The surest sign of love is one that lights up the dark

Every now and then, seemingly out of the blue, my boyfriend Zane will turn to me and say, “I am really lucky.”

Sometimes, he is beaming, as if he’s just unwrapped a gift at the top of a short wish list, but usually his declaration comes with the sheen of tears in his eyes, as if he never imagined such a gift would be his at all. Regardless, I never cease to be moved, assuring him I feel the same way with a long hug or a look that mirrors all the wonder and gratitude in his gaze.

In the last year, however, I admit there have been times when doubt frays the sweetness of his words, when the weight of my life feels like too much to sustain this sense of fortune.

Our relationship, like anyone’s, has not been without obstacles, but when last year I lost Lou, the man who, as my mom’s companion, had also been devoted to my brother and me for more than a decade, I felt more fragile and needy than I’d ever been in our three years together. As I entered the dark, uncertain passage that is grief, I worried I might somehow break us, that the extra attention and support I’d require would exhaust and push Zane away.

I had no concrete reason for such fears. Only the year before, he had supported me through countless doctors appointments and treatment options and long nights when I stayed up, wracked by fits of coughing, as I battled an unusual case of asthma for several months. When I found myself on the bathroom floor in the middle of those nights, helpless and weary and near tears because nothing seemed to be working, it was Zane who would make me a cup of tea and sit beside me, rubbing my back as I fought down waves of nausea.

Eventually, I received a diagnosis that got me on the right medication. Life moved on in normal fashion, and so did we.

But grief, it seemed, was a more complex animal, a great wilderness that I stumbled through, bearing my precarious load of sorrow and regret. Yes, we laughed and relished the times that were as playful and sweet as any that had come before. But I felt the heaviness that moved with me, strange and mercurial and steering us both through uncharted territory.
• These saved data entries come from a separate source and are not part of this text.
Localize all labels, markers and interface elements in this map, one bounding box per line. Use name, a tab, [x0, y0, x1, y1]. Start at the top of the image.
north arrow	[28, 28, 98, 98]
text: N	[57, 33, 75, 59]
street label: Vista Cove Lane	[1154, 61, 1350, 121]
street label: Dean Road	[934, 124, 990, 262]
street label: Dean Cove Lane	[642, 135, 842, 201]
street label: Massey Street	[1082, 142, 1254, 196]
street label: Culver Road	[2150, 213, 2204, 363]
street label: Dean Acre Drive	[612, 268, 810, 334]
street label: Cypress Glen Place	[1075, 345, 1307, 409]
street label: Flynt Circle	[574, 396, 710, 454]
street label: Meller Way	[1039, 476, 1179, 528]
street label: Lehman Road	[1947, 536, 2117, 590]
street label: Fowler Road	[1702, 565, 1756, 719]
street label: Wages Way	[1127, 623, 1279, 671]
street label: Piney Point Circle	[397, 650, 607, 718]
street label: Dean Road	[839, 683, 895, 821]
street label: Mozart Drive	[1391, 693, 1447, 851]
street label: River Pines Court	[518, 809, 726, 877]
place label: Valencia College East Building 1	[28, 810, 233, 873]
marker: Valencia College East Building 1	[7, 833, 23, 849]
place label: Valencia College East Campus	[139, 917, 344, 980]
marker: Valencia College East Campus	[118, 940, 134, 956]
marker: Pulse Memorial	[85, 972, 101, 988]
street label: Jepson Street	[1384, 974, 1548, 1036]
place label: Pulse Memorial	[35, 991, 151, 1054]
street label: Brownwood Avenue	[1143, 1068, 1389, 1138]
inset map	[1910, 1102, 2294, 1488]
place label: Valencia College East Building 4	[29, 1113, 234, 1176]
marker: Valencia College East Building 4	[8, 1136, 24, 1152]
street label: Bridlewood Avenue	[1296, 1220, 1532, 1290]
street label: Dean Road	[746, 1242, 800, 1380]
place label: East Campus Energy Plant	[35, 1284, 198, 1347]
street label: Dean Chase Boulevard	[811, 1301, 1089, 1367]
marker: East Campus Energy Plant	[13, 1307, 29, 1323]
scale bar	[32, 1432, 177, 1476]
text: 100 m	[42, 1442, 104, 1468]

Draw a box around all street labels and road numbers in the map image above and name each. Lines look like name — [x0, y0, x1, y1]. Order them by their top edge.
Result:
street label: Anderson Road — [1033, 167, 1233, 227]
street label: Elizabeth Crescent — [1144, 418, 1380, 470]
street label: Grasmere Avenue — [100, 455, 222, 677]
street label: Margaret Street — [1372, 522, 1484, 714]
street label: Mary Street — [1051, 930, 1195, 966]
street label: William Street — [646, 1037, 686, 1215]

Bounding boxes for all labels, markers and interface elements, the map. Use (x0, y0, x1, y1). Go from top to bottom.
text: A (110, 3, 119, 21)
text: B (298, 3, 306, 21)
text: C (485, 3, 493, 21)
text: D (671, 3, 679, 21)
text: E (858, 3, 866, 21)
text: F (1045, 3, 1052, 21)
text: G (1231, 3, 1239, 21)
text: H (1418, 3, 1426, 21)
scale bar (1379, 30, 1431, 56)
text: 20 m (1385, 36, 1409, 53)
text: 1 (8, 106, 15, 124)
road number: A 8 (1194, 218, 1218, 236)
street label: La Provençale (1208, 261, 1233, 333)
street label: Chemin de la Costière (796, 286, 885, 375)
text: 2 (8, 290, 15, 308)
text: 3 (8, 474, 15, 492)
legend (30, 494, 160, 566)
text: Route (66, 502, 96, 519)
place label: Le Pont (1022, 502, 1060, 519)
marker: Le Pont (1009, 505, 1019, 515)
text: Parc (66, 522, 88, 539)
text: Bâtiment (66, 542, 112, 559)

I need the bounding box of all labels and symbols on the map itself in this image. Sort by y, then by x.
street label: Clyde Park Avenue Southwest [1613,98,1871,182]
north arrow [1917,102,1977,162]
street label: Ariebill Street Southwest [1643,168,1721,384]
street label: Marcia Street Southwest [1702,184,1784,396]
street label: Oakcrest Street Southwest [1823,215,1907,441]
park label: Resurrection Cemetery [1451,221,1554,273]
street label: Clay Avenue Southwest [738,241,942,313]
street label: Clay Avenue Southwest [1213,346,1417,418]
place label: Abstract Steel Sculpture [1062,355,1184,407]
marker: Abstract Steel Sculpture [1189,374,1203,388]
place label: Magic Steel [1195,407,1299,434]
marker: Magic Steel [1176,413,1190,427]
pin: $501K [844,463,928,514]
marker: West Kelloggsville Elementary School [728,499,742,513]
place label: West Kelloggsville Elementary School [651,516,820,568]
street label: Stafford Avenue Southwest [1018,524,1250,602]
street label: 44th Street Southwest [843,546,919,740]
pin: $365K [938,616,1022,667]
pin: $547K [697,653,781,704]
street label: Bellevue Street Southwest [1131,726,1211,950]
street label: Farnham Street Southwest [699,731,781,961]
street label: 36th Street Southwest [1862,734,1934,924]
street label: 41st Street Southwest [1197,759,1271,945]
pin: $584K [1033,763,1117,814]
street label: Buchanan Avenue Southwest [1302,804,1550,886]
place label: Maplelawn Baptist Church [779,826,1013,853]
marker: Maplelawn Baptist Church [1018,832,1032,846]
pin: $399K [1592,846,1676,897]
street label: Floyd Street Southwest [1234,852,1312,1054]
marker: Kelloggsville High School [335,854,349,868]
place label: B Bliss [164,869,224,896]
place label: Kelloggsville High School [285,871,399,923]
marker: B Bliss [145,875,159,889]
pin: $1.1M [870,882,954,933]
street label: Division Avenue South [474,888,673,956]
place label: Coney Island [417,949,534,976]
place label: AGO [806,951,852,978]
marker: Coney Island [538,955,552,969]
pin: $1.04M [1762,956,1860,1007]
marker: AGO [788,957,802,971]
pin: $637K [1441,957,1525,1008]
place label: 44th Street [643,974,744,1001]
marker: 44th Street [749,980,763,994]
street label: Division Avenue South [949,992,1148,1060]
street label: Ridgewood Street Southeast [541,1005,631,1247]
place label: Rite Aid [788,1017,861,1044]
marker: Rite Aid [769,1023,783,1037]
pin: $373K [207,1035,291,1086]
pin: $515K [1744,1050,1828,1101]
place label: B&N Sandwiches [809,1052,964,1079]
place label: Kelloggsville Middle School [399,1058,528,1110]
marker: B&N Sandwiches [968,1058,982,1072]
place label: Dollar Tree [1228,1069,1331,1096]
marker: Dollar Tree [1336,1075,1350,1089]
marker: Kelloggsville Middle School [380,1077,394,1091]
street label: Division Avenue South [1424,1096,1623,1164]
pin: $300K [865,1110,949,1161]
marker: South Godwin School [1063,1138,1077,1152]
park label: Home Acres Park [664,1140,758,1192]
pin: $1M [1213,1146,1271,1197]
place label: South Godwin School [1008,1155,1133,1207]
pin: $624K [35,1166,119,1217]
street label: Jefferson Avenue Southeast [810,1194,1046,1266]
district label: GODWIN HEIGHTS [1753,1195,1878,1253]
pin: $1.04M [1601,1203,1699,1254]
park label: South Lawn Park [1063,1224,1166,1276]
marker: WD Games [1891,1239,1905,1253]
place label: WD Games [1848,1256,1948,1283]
I didn’t expect Zane to be there for me at every turn, to be instantly available whenever I felt lonely or sad or out of sorts. To me, such exclusive dependence isn’t healthy. But I nonetheless feared burdening him or intruding on his happiness when I did occasionally latch on or crumble at those unforeseen moments when I’d seemed to be doing just fine.

There were times when I had to ask for a little more consideration or care, but for the most part he proved acutely sensitive. When I fretted over Valentine’s Day, not wanting my mom to spend it alone given how Lou had always made such a fuss over her, he suggested taking her out to dinner at a restaurant we knew would have been a treat for both of them. And when Father’s Day rolled around, knowing my thoughts would turn not only to Lou but to my own dad and his many health challenges, he gave me a card, with his own written inscription of all the loving words he imagined both of them saying to me on a day freighted with painful ambivalence.

Still, when my father died in October, I thought of stringing yet another difficult year to the arduous months that had passed and imagined Zane’s fatigue. Yes, I had stuck by him through his own struggles with depression and periods of unemployment and just in the last several months, he’s lost his step-grandfather and watched his own parents grapple with serious illness. But I was beginning to feel like my losses were a storm cloud perpetually suspended over our relationship.

When I finally confessed this to him, even apologizing for yet another catapult into a searing void, his only regret was that I had to endure so much. To him, this was simply life following its course, and to stand beside me through it all has been an honor.

What I have seen in the last several weeks since my father died, more clearly and profoundly than I ever have, is how much Zane loves me. He came to St. Lucia, having never been there before, for the funeral of a man he’d never met and into a throng of extended family, most of them strangers, all without my asking him to. He came, though he’d started a new job only in the summer and the last-minute flight was exorbitant. He worked around a busy schedule to renew his passport, and somehow in the fast, frantic days of planning and packing found time to buy a card, my favorite coffee and a few other treats to bring with him, to drive to my house and comb through my closet in search of something I could wear to the funeral and do the dishes I’d left in the sink with my own hasty departure. And all the while, he reached out daily to cradle my broken-down heart.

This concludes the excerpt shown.